Parker also announced that “broadly the position in respect of business assets is unlikely to change.”
How that comment will go down with NZ First Leader Winston Peters is not ye known.
He has campaigned against foreign investment since he first formed his party in 1993.
In a speech in Auckland in July he said under NZ First foreign investment would mean just that - new investment in productive assets not just the transfer of ownership from New Zealand into foreign hands.
He was particularly critical of the sale of the meat processing company, Silver Fern Farms to the Chinese state-owned Shanghai Maling group.
Parker said Labour was considering changes to the Overseas Investment Act concerning overseas sale of monopoly businesses (he has talked elsewhere of power companies fitting that criteria) but when asked whether that included Silver Fern Farms or milk processing companies, he said no.
“We are not currently considering changes to the Act in that regard," he said.
But New Zealand First appears to be subtly changing their position on overseas investment.
As recently as August Peters was saying that over two-thirds of plantation forestry was foreign-owned.
“That we allow this is crazy,” he said in a speech to a forestry conference.
But NZ First Regional Development Minister Shane Jones yesterday said there was a specific “carve out” in the directive to the OIO for land being purchased by overseas buyers for forestry
“The new directive for forestry directs the Overseas Investment Office to place high importance on increased processing of primary products and the advancement of the Government’s policies when assessing applications for consent,” he said in a statement.
“It also emphasises that Ministers expect the Overseas Investment Office to impose conditions on consent where appropriate – for example, a requirement for the overseas investor to enter into a supply arrangement with a local processor,” Mr Jones says.
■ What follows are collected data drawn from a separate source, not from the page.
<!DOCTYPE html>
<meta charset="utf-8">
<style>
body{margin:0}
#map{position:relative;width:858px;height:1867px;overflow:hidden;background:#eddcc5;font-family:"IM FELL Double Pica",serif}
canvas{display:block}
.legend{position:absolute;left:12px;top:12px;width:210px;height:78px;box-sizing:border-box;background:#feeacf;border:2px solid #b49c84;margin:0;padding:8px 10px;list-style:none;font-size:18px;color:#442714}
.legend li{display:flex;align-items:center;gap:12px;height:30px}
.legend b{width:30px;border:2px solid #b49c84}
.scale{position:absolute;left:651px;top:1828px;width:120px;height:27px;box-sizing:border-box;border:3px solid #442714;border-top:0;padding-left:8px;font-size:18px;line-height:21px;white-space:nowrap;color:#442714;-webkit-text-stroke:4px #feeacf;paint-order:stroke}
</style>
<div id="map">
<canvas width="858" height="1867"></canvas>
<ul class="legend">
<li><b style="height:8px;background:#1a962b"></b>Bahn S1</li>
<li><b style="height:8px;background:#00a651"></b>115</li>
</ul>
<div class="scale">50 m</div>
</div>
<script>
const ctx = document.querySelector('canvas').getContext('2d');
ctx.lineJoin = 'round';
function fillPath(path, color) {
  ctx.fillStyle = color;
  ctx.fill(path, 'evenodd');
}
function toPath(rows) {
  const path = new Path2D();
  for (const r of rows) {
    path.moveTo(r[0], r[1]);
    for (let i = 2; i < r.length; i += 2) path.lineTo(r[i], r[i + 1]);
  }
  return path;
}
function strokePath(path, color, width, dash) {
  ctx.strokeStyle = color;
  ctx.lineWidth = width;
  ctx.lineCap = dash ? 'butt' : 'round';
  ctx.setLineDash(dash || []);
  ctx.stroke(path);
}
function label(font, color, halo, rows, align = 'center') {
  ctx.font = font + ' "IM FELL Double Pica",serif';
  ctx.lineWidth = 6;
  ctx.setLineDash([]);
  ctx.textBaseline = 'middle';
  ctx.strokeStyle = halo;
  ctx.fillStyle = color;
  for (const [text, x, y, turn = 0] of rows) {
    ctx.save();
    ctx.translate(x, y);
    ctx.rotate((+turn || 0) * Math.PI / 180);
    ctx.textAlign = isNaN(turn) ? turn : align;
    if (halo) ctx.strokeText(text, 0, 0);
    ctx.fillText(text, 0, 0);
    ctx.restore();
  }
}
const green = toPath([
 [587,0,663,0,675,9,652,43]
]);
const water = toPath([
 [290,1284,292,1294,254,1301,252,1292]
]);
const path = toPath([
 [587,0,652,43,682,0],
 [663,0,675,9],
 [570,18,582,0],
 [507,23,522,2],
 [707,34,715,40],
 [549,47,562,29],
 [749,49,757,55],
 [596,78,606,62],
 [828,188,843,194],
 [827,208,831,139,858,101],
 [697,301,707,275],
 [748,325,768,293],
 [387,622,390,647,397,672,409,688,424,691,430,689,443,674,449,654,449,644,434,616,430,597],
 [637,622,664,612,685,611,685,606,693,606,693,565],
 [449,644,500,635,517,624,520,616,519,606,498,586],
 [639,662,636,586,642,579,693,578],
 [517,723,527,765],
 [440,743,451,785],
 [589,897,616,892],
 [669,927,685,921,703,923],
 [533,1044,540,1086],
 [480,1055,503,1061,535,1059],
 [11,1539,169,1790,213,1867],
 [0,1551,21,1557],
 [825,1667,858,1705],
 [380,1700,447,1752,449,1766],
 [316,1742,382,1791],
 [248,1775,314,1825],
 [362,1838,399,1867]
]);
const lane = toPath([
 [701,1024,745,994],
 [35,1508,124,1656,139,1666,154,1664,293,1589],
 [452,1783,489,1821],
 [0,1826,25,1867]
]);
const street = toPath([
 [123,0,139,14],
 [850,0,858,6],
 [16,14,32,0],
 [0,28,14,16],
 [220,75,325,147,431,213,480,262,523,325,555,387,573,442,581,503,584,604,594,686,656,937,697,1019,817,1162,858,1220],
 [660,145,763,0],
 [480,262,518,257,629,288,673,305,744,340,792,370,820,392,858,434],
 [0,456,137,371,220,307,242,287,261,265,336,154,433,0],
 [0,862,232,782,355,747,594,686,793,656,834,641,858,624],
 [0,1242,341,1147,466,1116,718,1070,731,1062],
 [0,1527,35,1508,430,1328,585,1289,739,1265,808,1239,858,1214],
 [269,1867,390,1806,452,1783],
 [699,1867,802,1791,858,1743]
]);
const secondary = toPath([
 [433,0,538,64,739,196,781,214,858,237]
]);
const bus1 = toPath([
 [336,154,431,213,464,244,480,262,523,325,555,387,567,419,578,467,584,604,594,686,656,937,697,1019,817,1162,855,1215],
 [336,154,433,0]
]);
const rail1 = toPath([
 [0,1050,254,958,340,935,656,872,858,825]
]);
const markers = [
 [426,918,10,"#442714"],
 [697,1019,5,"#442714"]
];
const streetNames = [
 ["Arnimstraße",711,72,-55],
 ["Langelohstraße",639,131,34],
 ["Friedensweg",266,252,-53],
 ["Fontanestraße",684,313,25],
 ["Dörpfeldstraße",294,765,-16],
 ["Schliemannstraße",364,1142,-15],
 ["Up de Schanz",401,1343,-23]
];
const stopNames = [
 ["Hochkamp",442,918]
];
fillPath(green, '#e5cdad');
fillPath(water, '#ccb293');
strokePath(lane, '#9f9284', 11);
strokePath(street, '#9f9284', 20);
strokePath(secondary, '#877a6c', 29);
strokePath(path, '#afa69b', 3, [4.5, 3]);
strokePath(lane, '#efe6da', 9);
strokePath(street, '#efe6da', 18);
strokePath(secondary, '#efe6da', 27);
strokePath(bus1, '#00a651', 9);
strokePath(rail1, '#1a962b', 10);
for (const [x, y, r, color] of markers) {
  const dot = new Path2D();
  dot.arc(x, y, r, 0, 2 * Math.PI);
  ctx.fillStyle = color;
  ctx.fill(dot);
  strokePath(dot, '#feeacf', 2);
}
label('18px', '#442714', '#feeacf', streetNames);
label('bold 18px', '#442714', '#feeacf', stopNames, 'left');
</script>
“The letter recognises that conditions imposed on forest land may need to be for longer periods given the often long-term nature of these investments.”
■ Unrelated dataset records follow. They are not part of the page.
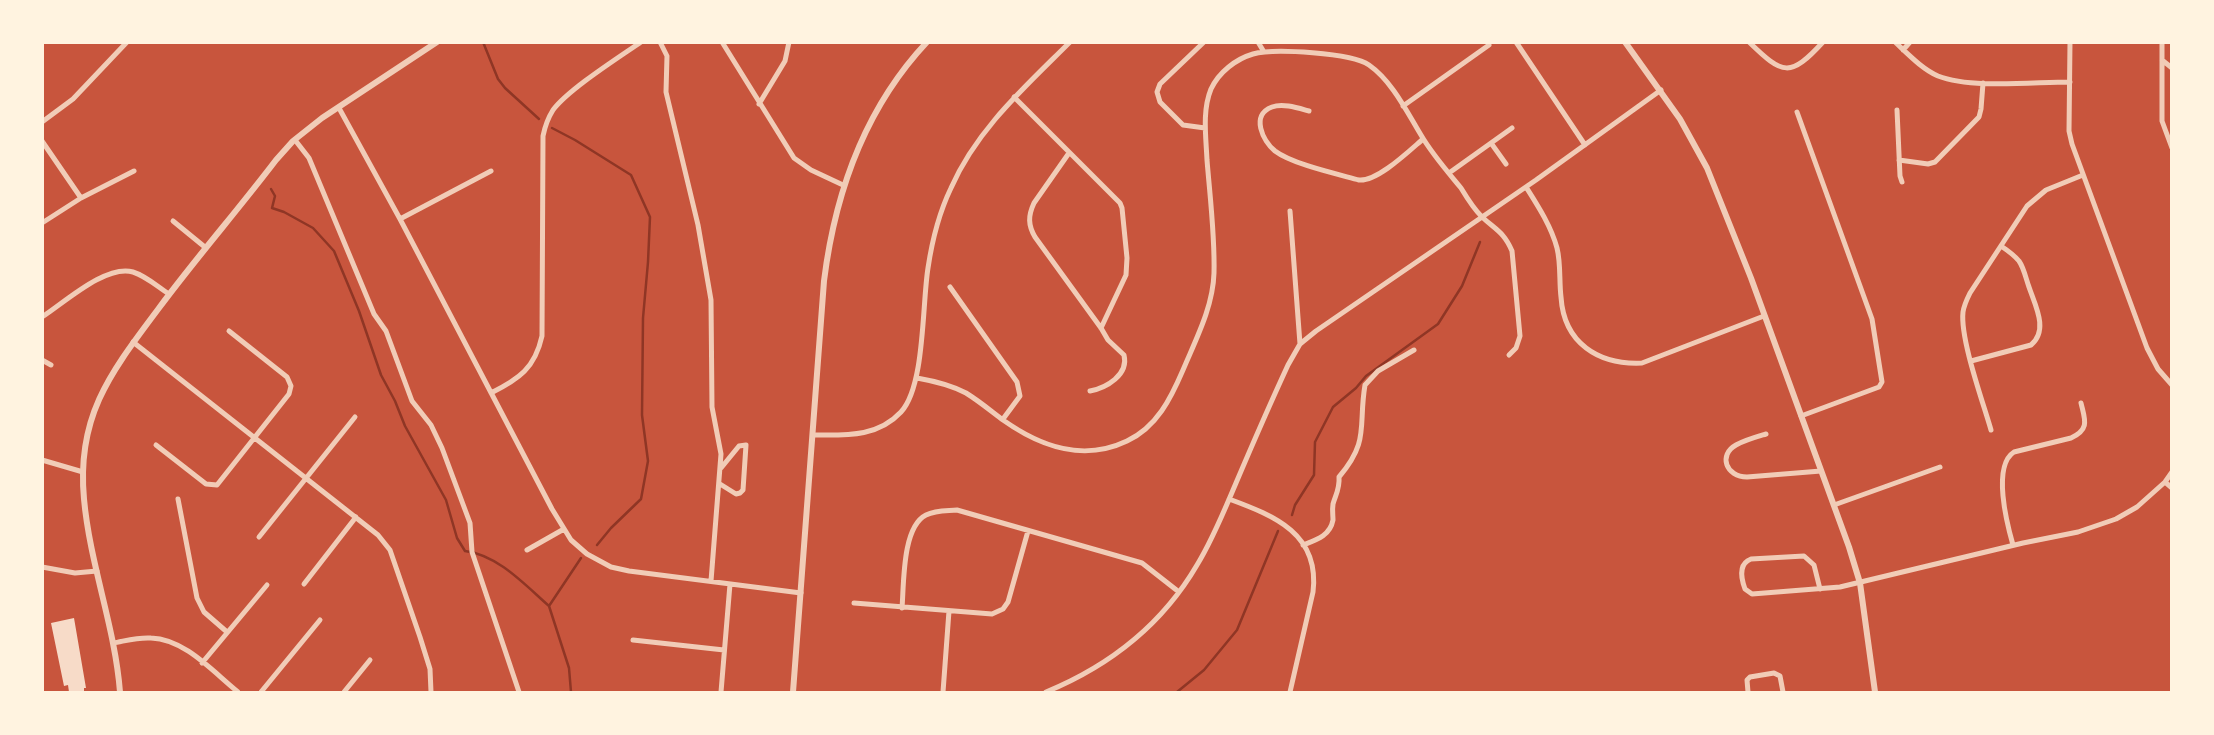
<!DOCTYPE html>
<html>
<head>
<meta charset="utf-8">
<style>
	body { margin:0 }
	#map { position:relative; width:2214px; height:735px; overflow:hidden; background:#c8553d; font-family:"Alegreya Sans",sans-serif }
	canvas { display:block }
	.frame { position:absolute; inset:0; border:44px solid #fff3e0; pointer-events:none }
</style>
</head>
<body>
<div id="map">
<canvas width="2214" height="735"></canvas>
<div class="frame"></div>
</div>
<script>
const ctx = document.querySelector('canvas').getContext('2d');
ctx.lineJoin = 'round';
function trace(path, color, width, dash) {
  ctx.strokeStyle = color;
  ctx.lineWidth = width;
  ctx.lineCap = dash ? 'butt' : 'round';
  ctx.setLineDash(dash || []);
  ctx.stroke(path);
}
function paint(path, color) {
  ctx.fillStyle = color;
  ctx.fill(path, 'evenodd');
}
trace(new Path2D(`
	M483,42L498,79L505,88L539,119
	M552,128L575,140L631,175L650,217L648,262L643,318L642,415L648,461L641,499L611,528L597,545
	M271,189L275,196L272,208L284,212L313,228L334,251L359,311L381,375L395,401L405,426L446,500L457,538L465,551C498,555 525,585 549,606
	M1292,515L1295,505L1314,475L1315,442L1333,407L1356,388L1366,376L1438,324L1462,286L1480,242
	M571,692L569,668L549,606L581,558
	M1177,692L1204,670L1237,630L1278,531`), '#8f3625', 2.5);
paint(new Path2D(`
	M74,618L86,688H84V692H69L68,685L64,686L51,623Z`), '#f7dbc8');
trace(new Path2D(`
	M660,42L667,56L666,92L698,225L711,300L712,407L721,454L711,581
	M722,42L794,158L811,170L843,185
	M1204,42L1160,84L1157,92L1160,102L1183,125L1205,128
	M1258,42L1264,52
	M1516,42L1585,145
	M1749,42C1783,75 1790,78 1823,42
	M1895,42C1908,54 1922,69 1938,76C1971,89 2033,82 2070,82
	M2070,42L2069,131L2072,144L2147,348L2158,369L2172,385
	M2162,42V121L2172,148
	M1903,50L1910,42
	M2162,60L2172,68
	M1014,97L1120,203L1122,208L1127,258L1126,275L1101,328
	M759,104L785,61L789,42
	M1403,106L1489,45
	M339,108L400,219L552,509L571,540L587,554L611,567L629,571L801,593
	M1897,110L1900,176L1902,182
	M1309,111C1298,108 1283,103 1272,107C1250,115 1263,141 1275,151C1292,164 1337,174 1359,180C1377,182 1409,151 1423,139
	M1797,112L1872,319L1882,382L1879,387L1801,416
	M42,122L73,99L127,42
	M295,140L309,158L374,314L386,331L412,401L431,425L442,448L470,523L472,552L519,692
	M42,141L81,198
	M1491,143L1506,164
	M1069,153L1034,203C1028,216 1028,225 1035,237L1101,328L1108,340L1124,355C1129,375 1106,388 1090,391
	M1899,160L1928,164L1935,162L1979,117L1981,109L1983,83
	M1449,173L1512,128
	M1526,187C1538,206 1551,226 1557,248C1561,264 1559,281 1561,297C1564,343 1598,365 1642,363L1764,316
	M1290,211L1300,344
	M400,219L491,171
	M173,221L206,248
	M42,223L81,198L134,171
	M950,287L1017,382L1020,396L1003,419
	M42,317C64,303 106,264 133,272C146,276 158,287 169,294
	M133,342L378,535L390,550L420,637L430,669L431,692
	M42,360L51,365
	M1971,361L2031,345C2049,330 2035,305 2029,287C2026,279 2024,268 2019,261C2014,255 2007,250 2001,246
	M917,378C934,381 951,385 966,393C979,401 991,411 1003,420C1041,447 1083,462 1127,441C1157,427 1171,398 1183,370C1196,339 1213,307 1214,273C1215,236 1210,197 1207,160C1206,137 1202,111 1211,89C1219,72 1236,59 1253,54C1274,48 1352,53 1369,65C1392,81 1407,112 1421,135C1432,154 1447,171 1461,188C1467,198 1474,209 1482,217C1496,230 1504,232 1512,251L1520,336L1516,348L1509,355
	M491,393C519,379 535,368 542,336L543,136C545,126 548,118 553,110C569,89 618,58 641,42
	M1991,430C1983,402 1960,339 1963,312C1964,305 1967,299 1970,293L2027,206L2046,190L2083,175
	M1766,434C1756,437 1745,440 1736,445C1718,455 1726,477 1747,477L1821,471
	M813,435C844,435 877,438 901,412C925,386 922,305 928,268C932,241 939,213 951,188C977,129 1025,87 1070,42
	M156,445L206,484L217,485L289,394L291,386L287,377L229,331
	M42,460L83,472
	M2165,482L2172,488
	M720,484L736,494L740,493L743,490L746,445L739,446L721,468
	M178,499L197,598L204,612L227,632
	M1229,499C1275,516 1320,534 1313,592L1290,692
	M1834,505L1940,467
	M259,537L355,417
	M1303,545C1316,540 1330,536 1333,520C1333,515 1332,510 1333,504C1336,494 1340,488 1339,477C1370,441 1358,426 1365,385L1378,371L1414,350
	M2013,545C2007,524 1992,466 2014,452L2071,438C2090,429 2085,420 2081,403
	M527,550L564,529
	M42,567L75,573L97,571
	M304,584L356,517
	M1820,589L1814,565L1804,556L1751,559C1738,564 1741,578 1745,589L1752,594L1840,587L2023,543L2078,532L2116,519L2137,507L2165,482L2172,472
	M854,603L992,614L1003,609L1008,602L1028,531
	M902,608C904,584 902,527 926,515C936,510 947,511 957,510L1142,563L1179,592
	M633,640L724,650
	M113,643C125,641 138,637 151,638C185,639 213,672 238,692
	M202,663L267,585
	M261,692L320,620
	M344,692L370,660
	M721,692L730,584
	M943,692L949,611
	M1046,692C1109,666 1162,625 1197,565C1213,539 1224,511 1236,483C1253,443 1270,404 1288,365L1300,344L1316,331L1536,180L1661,90
	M1748,692L1747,680L1750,677L1774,673L1780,676L1783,692`), '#f1ccb7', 5);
trace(new Path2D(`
	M1625,42L1680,119L1707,168L1751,278L1849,547L1860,583L1875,692
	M120,692C115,627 90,565 84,499C76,415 112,371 159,308C196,258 238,210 276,160L293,141L322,118L437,42
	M793,692L824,281C835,193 865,108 927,42`), '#f1ccb7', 6);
</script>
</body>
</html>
So how does he reocnile this carve out with NZ First’s long term opposition to foreign investment?
“As we sit here now, galling as it might be, we acknowledge that 70% of the exotic forest estate is owned by foreign interests,” he told POLITIK.
“Any extension or expansion of that, which may be useful for climate change purposes, must still meet the high quality test outlined in the letter.
“And that requires domestic processing and working with the local sawmillers and other processors.
"So in that sense, it is sending a clear signal while acknowledging that we have inherited an ownership pattern that is reflective of the Helen Clark Government and the key and English Governments.
But what may also lie behind the decision to use foreign capital to develop forestry is a recognition that this will take some pressure off the demands on capital being placed on the new Government.
The $1 billion a year for the New Zealand First’s Provincial Growth Fund was not accounted for in the Pre-Election Economic and Fiscal Update because it only emerged at the end of the coalition negotiations.
But the PREFU forecast a total new capital spending allowance of only $5.01 billion through to 2021 --- so the potential of $3 billion of that going to the Fund would clearly be a challenge for the Government.
Thus, New Zealand First finds itself in the ironic position of using overseas investment money to drive its other main policy, provincial growth.